How do sites like LinkedIn efficiently display 1st/2nd/3rd-level relationship next to each person's name?

https://stackoverflow.com/questions/1556451

21-09-2019
|

Question

I recently botched a job interview by poorly answering a straightforward question: how do sites like LinkedIn efficiently show the relationship distance (1st/2nd/3rd) from you to every person displayed on a page (e.g. in people search results, list of people working in a company, etc.)?
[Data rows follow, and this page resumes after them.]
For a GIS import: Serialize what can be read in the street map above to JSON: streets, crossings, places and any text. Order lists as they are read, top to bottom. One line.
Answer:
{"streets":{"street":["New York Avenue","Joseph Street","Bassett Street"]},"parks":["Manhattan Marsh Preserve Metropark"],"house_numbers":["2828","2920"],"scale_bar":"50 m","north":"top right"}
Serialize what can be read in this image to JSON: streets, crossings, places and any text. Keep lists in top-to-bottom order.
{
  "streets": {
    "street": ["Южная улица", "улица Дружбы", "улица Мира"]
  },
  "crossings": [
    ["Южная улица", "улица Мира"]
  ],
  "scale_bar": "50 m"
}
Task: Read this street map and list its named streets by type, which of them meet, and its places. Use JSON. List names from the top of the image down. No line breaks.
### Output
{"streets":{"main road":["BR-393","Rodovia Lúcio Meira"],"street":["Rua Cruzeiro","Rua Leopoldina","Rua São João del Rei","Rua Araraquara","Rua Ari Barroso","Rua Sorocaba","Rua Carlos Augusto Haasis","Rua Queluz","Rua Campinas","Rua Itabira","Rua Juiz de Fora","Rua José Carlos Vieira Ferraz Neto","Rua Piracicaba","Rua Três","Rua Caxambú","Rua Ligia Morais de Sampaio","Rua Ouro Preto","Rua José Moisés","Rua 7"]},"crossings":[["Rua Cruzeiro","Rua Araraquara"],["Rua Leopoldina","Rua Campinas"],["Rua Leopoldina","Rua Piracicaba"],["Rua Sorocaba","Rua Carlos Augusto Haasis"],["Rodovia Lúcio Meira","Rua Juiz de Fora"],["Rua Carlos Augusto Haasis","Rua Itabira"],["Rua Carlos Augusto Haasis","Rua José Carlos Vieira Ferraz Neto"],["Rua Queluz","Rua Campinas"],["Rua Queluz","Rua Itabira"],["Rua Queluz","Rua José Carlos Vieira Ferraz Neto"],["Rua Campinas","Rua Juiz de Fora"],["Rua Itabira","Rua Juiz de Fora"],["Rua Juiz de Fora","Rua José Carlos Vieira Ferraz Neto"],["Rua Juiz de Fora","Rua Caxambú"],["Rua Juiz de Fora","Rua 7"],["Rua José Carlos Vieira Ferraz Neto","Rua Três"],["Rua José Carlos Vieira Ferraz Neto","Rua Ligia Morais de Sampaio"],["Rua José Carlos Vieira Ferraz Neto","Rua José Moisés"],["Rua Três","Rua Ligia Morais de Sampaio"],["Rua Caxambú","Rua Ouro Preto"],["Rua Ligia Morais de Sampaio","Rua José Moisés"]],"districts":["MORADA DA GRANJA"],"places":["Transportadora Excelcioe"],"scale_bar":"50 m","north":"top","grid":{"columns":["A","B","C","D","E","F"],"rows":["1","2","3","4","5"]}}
<EDIT> I got the essential "trick" of the solution: finding "distance from me" is a common operation (e.g. 20x+ on a single page, 100's per login session), so you can do part of the "distance of me to X", cache it, and then re-use that cached partial result many times in order to make other operations much cheaper. I also guessed that the partial result was likely to be my second-level connections, because "cache all 3rd-level connections" would be too costly in RAM and CPU.</EDIT>

But when trying to convert this insight into a solution, I came up with a bumbling answer involving creating persistent caches of 2nd-level connections of everyone on the site (which would have been hugely epensive in perf and complex to maintain), and I took an inexplicable detour into using Bloom Filters in an way that made little technical sense. I wouldn't have hired myself after an answer like that!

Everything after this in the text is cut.